-
Notifications
You must be signed in to change notification settings - Fork 7.4k
[serve] TypeError: argparse.Namespace() got multiple values for keyword argument 'tokens_only' #58973
Description
What happened + What you expected to happen
This issue is masked by the issue fixed in #58820, so (currently) only reproducible using nightly builds. Once #58820 is released, then I suspect it will be more widely reported.
As with #58820, the vLLM release 0.11.1 introduces tokens_only arguments to both FrontendArgs and EngineArgs in this pull request. This code in VLLMEngine.start() gathers arguments from both FrontendArgs and EngineArgs...
ray/python/ray/llm/_internal/serve/engines/vllm/vllm_engine.py
Lines 197 to 200 in e1c0742
| args = argparse.Namespace( | |
| **vllm_frontend_args.__dict__, | |
| **vllm_engine_args.__dict__, | |
| ) |
which then throws the TypeError exception:
(ServeController pid=2517) File "/opt/micromamba/envs/runtime/lib/python3.12/site-packages/ray/llm/_internal/serve/core/server/llm_server.py", line 147, in __init__
(ServeController pid=2517) await self.start()
(ServeController pid=2517) File "/opt/micromamba/envs/runtime/lib/python3.12/site-packages/ray/llm/_internal/serve/core/server/llm_server.py", line 193, in start
(ServeController pid=2517) await asyncio.wait_for(self._start_engine(), timeout=ENGINE_START_TIMEOUT_S)
(ServeController pid=2517) File "/opt/micromamba/envs/runtime/lib/python3.12/asyncio/tasks.py", line 520, in wait_for
(ServeController pid=2517) return await fut
(ServeController pid=2517) ^^^^^^^^^
(ServeController pid=2517) File "/opt/micromamba/envs/runtime/lib/python3.12/site-packages/ray/llm/_internal/serve/core/server/llm_server.py", line 239, in _start_engine
(ServeController pid=2517) await self.engine.start()

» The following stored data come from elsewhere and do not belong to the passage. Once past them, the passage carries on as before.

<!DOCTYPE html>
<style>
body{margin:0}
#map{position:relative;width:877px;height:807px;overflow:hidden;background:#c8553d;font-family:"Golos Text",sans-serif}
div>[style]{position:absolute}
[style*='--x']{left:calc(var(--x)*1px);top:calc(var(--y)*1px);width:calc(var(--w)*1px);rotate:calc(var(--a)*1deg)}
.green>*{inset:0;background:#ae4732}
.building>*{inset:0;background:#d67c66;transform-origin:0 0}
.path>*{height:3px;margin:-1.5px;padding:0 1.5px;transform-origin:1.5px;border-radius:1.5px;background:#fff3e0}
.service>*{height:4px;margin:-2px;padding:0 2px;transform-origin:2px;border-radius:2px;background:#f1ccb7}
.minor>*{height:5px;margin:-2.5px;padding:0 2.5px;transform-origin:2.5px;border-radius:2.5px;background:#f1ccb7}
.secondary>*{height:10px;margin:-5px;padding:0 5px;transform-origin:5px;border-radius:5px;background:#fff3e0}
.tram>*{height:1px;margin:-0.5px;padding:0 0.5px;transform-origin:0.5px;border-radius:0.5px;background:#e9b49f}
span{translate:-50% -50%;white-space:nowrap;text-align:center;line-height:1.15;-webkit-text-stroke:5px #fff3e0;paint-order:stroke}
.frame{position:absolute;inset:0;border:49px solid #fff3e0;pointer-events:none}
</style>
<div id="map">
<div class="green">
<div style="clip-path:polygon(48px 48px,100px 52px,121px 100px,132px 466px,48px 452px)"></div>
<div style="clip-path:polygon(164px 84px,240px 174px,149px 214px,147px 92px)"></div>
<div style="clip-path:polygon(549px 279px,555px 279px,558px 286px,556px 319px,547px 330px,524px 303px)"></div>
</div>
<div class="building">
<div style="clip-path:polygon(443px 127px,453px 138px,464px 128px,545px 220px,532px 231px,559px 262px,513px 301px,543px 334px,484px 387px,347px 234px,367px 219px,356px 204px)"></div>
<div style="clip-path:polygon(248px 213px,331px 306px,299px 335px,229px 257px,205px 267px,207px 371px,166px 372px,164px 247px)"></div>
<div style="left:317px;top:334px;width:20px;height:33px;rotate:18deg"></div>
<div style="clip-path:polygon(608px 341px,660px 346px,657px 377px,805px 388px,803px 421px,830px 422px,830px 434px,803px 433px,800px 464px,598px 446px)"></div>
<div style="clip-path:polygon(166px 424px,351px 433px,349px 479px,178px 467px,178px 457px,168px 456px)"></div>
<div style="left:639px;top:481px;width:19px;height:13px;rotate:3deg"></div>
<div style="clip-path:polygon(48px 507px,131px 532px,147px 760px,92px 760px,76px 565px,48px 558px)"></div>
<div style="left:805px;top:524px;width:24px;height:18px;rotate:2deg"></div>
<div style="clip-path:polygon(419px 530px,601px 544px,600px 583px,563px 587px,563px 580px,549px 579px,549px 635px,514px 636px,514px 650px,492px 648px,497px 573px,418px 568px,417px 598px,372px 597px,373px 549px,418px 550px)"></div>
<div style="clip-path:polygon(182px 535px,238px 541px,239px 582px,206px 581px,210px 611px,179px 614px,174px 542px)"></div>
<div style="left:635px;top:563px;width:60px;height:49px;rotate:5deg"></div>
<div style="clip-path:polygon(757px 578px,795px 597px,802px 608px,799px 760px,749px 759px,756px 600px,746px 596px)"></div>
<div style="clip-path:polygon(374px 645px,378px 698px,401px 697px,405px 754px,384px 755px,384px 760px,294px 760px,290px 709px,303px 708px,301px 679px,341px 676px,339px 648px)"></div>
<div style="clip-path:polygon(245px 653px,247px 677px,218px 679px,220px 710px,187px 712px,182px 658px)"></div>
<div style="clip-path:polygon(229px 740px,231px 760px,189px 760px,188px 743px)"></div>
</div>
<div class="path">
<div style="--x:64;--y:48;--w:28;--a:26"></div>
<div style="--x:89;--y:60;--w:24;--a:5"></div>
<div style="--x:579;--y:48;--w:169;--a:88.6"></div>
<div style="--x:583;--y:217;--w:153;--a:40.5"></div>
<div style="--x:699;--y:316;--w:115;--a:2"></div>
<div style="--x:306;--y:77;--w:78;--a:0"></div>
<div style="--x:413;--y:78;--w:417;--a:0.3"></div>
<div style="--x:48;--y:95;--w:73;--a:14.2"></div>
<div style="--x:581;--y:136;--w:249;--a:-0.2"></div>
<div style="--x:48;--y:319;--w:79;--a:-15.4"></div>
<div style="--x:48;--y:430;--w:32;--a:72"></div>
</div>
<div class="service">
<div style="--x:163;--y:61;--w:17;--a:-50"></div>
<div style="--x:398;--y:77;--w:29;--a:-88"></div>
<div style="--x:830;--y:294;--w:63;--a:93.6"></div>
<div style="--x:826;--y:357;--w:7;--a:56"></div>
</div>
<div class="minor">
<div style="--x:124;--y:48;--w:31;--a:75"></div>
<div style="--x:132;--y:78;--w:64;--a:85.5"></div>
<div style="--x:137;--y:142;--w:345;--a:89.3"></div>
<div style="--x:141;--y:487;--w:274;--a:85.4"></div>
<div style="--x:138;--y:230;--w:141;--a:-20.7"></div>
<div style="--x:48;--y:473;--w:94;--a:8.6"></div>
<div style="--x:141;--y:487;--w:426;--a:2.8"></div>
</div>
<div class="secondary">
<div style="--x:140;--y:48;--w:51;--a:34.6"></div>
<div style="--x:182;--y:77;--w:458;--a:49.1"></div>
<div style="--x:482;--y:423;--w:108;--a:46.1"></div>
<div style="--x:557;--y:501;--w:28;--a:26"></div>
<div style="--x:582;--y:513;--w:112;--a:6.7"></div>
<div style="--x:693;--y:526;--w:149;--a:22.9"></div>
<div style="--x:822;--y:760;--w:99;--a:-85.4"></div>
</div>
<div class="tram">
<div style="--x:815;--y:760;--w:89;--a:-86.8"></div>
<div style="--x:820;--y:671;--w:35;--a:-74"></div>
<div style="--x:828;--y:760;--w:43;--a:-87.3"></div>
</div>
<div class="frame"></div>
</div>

(ServeController pid=2517) File "/opt/micromamba/envs/runtime/lib/python3.12/site-packages/ray/llm/_internal/serve/engines/vllm/vllm_engine.py", line 197, in start
(ServeController pid=2517) args = argparse.Namespace(
(ServeController pid=2517) ^^^^^^^^^^^^^^^^^^^
(ServeController pid=2517) TypeError: argparse.Namespace() got multiple values for keyword argument 'tokens_only'
Since it seems reasonable to allow different argument sets to define the same arguments by name, it feels like this should be addressed in ray[serve] rather than vLLM.
The work around is to pin vllm < 0.11.1 (as with #58820).
Versions / Dependencies
ray[llm] nightly build (but will be an issue once #58820 is released)
vllm >= 0.11.1
python == 3.12
Reproduction script
I'm sorry, I don't know how to put this together as this is far below our call stack.
Issue Severity
Medium: It is a significant difficulty but I can work around it.